# Dataset entries:
________________

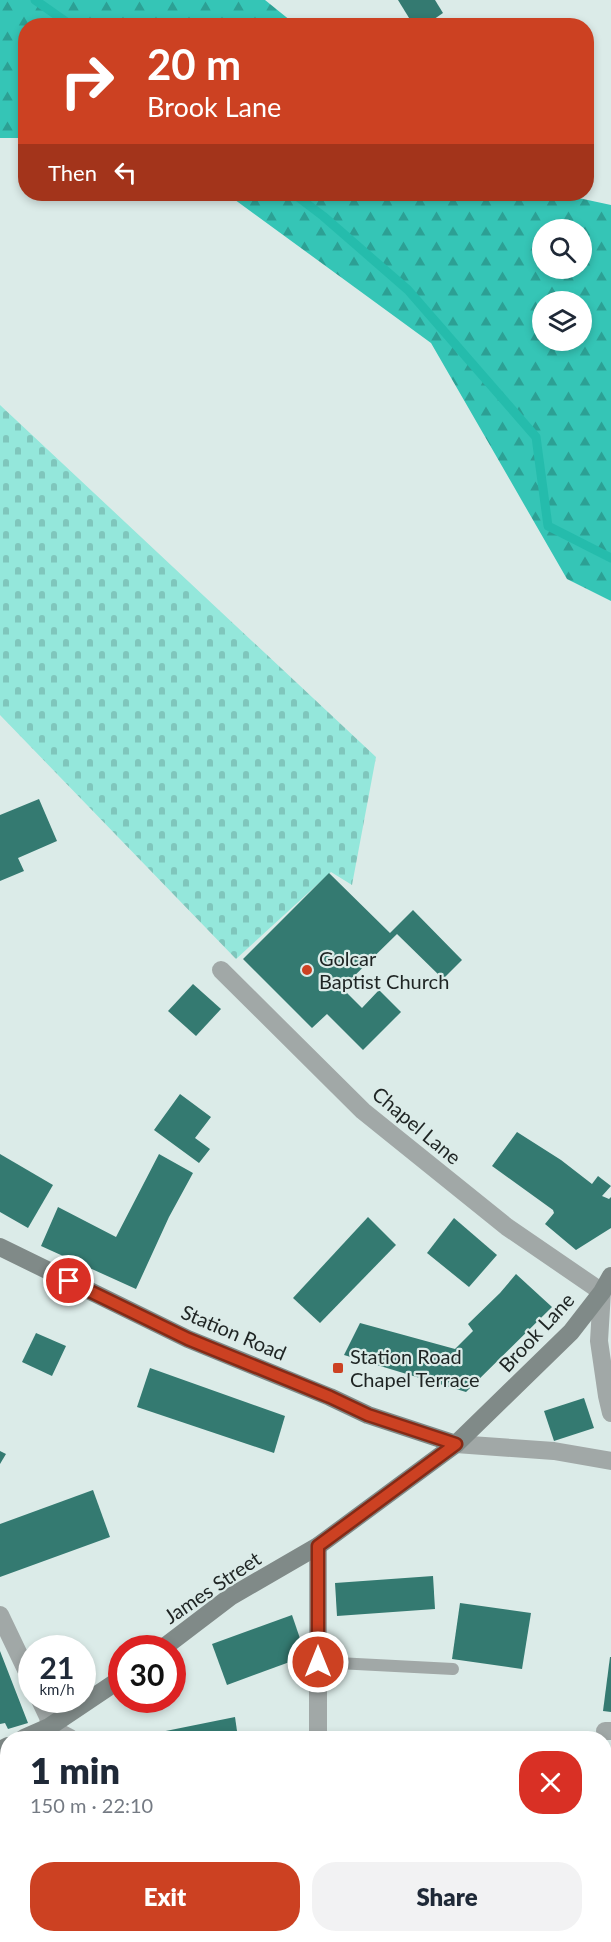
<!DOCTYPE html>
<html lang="en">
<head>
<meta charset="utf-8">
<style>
  :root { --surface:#fff; --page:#f2f2f3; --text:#1f2937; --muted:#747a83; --accent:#cc4122 }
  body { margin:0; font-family:Lato,sans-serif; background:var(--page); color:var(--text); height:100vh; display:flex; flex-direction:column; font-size:22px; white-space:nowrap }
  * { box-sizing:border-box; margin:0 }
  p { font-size:20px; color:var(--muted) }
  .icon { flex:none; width:33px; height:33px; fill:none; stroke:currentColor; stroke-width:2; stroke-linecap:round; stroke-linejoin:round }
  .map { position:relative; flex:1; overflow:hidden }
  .sheet { position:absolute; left:0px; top:1731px; width:612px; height:212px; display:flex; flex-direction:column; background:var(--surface); border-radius:24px 24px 0 0; box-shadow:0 3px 9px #0003 }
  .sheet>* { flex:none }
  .top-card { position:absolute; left:18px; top:18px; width:576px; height:183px; border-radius:24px; box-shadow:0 3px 9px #0003; background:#cc4122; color:#fff; overflow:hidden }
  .buttons { position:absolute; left:532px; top:219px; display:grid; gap:12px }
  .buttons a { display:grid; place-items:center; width:60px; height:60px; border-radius:50%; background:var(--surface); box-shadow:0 3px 9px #0003; font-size:30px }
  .speed { position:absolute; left:18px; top:1635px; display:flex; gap:12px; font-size:30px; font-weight:700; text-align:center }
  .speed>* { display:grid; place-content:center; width:78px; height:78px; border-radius:50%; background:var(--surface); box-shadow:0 3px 9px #0003; line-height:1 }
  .speed small { font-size:15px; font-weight:400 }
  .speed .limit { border:9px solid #d22; background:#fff; color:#111 }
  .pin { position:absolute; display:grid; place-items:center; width:51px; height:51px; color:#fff; margin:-26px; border:3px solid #fff; border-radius:50%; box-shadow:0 2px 6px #0007 }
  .me { position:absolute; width:66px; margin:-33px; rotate:0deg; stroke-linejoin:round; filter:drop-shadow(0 0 4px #0008) }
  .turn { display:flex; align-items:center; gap:21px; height:126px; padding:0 30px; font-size:27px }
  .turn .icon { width:78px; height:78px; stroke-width:2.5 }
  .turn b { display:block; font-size:42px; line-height:51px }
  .then { display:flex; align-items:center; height:57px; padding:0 30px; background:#0003; gap:12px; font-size:22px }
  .round { display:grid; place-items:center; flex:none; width:63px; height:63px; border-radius:24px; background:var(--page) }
  .overview { display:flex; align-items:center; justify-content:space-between; height:102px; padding:0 30px }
  h1 { font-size:36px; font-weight:800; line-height:45px }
  .primary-button { display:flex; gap:12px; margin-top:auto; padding:12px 30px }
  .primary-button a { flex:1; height:69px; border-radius:24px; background:var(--accent); color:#fff; font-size:24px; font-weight:800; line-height:69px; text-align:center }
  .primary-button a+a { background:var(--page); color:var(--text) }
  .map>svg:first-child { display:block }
  .forest { fill:url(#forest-firs); fill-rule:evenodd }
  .cemetery { fill:url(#cemetery-stones) }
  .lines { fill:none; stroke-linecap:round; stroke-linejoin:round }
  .stream { stroke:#25bcac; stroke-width:9 }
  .building { fill:#347a71 }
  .lane { stroke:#a1a8a7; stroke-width:12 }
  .street { stroke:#a1a8a7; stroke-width:18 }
  .secondary { stroke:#808a88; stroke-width:18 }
  .route-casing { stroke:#852a16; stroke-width:15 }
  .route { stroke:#cc4122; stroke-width:10 }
  .poi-dot { fill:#cc4122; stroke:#dbebe8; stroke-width:2 }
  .labels { text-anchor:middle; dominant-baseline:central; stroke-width:4.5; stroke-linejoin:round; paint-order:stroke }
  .poi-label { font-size:20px; fill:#1e2423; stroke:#dbebe8; text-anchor:start }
  .street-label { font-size:20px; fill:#1e2423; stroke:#dbebe8 }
</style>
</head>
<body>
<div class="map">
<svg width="611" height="1942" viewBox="0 0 611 1942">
  <defs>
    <pattern id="forest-firs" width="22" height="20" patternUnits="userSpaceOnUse" patternTransform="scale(1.5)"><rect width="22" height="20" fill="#35c5b6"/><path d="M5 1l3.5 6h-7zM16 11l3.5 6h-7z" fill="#2ca094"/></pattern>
    <pattern id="cemetery-stones" width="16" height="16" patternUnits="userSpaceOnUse" patternTransform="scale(1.5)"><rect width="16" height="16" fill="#94e7db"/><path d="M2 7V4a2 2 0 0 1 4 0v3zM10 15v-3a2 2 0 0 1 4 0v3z" fill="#7fc6bc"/></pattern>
  </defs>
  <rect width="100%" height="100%" fill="#dbebe8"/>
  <g class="forest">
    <polygon points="0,0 265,0 296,25 26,26 25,138 0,138"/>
    <path d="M227 194H560L611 205V601L567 579 431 343ZM543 230H582V268H543ZM543 302H582V340H543Z"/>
  </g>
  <polygon class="cemetery" points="0,405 376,757 352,885 331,872 236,959 0,715"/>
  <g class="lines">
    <g class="stream">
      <polyline points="35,0 72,26"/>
      <polyline points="294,194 323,216 408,290 536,437 548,526 611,558"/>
    </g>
  </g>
  <g class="building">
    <polygon points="398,0 435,0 443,13 424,26 414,26"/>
    <polygon points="39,799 57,841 18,858 24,871 0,881 0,815"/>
    <polygon points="329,873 390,933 413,910 462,960 443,979 397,934 342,988 362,1008 379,990 401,1012 363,1050 327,1014 312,1028 243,959"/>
    <polygon points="193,984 221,1009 196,1036 168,1011"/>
    <polygon points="180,1094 211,1117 195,1138 210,1149 199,1163 154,1130"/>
    <polygon points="517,1132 561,1160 592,1184 598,1176 611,1186 602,1196 609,1199 611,1197 611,1228 576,1250 545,1224 554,1213 553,1210 492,1166"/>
    <polygon points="0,1154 53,1185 28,1228 0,1212"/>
    <polygon points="159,1154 193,1173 169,1217 136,1289 41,1246 58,1207 116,1237"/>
    <polygon points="368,1217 396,1245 320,1323 293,1298"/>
    <polygon points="454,1218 497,1255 469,1287 427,1253"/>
    <polygon points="516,1274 552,1307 466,1392 344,1355 360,1323 455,1349 473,1331 468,1324 500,1293"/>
    <polygon points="36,1333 66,1346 52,1376 22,1362"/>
    <polygon points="150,1368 285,1416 274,1453 137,1407"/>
    <polygon points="584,1398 594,1428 554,1441 544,1411"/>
    <polygon points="0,1451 6,1454 0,1464"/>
    <polygon points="93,1490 110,1537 0,1577 0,1524"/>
    <polygon points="433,1576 435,1609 337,1616 335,1583"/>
    <polygon points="460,1603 531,1613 522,1669 452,1659"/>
    <polygon points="292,1615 306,1656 227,1685 212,1644"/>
    <polygon points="0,1651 28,1723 8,1729 5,1723 0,1724"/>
    <polygon points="610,1657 611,1657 611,1712 603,1711"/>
    <polygon points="235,1717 238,1738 136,1738 136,1737"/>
    <polygon points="8,1818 8,1878 0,1881 0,1820"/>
    <polygon points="604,1887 611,1888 611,1923 604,1921"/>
    <polygon points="399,1936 426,1941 426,1942 397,1942"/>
  </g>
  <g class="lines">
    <polyline class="lane" points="318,1662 453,1669"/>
    <g class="street">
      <polyline points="221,970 363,1111 507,1227 602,1292 599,1341 607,1396 611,1413"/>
      <polyline points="456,1444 554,1451 611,1461"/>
      <polyline points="318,1546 318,1738"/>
      <polyline points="0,1615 32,1682"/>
      <polyline points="40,1700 48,1717 52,1738"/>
      <polyline points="49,1727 70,1738"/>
      <polyline points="605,1731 611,1731"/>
      <polyline points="429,1935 466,1942"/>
      <polyline points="33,1942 35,1935"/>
      <polyline points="87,1942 134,1935"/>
    </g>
    <g class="secondary">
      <polyline points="0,1247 188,1339 330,1397 368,1415 456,1444"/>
      <polyline points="163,1648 230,1597 318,1546 456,1444 571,1332 602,1292 611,1276"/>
      <polyline points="24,1738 49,1727 122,1678"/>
      <polyline points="0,1750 8,1746"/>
    </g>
  </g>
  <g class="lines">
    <defs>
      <polyline id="route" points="69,1281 188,1339 330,1397 368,1415 456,1444 318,1546 318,1662"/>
    </defs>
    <use href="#route" class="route-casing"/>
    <use href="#route" class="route"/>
  </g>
  <g class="poi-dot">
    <circle cx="307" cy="970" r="6"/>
    <rect x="332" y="1362" width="12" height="12" rx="3"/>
  </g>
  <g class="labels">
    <g class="poi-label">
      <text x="319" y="958">Golcar<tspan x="319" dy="23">Baptist Church</tspan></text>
      <text x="350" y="1356">Station Road<tspan x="350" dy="23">Chapel Terrace</tspan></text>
    </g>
    <g class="street-label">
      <text transform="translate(417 1125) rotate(40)">Chapel Lane</text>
      <text transform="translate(234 1332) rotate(23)">Station Road</text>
      <text transform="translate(536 1332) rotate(-47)">Brook Lane</text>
      <text transform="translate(212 1587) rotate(-34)">James Street</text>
    </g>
  </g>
</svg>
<div class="buttons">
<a><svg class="icon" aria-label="search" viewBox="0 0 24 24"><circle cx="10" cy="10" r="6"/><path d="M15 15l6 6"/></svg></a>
<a><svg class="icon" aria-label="layers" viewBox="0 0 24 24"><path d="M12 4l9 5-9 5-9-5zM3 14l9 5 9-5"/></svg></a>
</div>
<div class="speed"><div>21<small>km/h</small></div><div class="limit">30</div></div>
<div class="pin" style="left:69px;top:1281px;background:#d93025"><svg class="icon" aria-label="arrive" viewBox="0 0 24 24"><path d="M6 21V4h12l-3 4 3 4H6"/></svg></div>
<svg class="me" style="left:318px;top:1662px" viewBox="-20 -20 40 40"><circle r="17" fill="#cc4122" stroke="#fff" stroke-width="3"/><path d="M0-11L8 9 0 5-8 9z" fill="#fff"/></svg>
<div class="top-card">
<div class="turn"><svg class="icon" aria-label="right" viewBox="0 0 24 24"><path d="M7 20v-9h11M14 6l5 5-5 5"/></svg><div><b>20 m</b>Brook Lane</div></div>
<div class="then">Then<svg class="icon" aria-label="left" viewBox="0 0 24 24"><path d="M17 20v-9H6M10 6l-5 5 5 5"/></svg></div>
</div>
<section class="sheet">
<div class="overview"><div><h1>1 min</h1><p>150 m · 22:10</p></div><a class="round" style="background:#d93025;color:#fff"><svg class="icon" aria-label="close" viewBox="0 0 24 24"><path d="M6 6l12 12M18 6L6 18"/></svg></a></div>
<div class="primary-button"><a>Exit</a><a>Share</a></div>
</section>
</div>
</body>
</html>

________________

# Work instructions:
Print exactly the lines above from the one with "flex:none; width:33px; height:33px;" to the one with "display:flex; align-items:center; gap:21px;", including both.

# Written solution:
  .icon { flex:none; width:33px; height:33px; fill:none; stroke:currentColor; stroke-width:2; stroke-linecap:round; stroke-linejoin:round }
  .map { position:relative; flex:1; overflow:hidden }
  .sheet { position:absolute; left:0px; top:1731px; width:612px; height:212px; display:flex; flex-direction:column; background:var(--surface); border-radius:24px 24px 0 0; box-shadow:0 3px 9px #0003 }
  .sheet>* { flex:none }
  .top-card { position:absolute; left:18px; top:18px; width:576px; height:183px; border-radius:24px; box-shadow:0 3px 9px #0003; background:#cc4122; color:#fff; overflow:hidden }
  .buttons { position:absolute; left:532px; top:219px; display:grid; gap:12px }
  .buttons a { display:grid; place-items:center; width:60px; height:60px; border-radius:50%; background:var(--surface); box-shadow:0 3px 9px #0003; font-size:30px }
  .speed { position:absolute; left:18px; top:1635px; display:flex; gap:12px; font-size:30px; font-weight:700; text-align:center }
  .speed>* { display:grid; place-content:center; width:78px; height:78px; border-radius:50%; background:var(--surface); box-shadow:0 3px 9px #0003; line-height:1 }
  .speed small { font-size:15px; font-weight:400 }
  .speed .limit { border:9px solid #d22; background:#fff; color:#111 }
  .pin { position:absolute; display:grid; place-items:center; width:51px; height:51px; color:#fff; margin:-26px; border:3px solid #fff; border-radius:50%; box-shadow:0 2px 6px #0007 }
  .me { position:absolute; width:66px; margin:-33px; rotate:0deg; stroke-linejoin:round; filter:drop-shadow(0 0 4px #0008) }
  .turn { display:flex; align-items:center; gap:21px; height:126px; padding:0 30px; font-size:27px }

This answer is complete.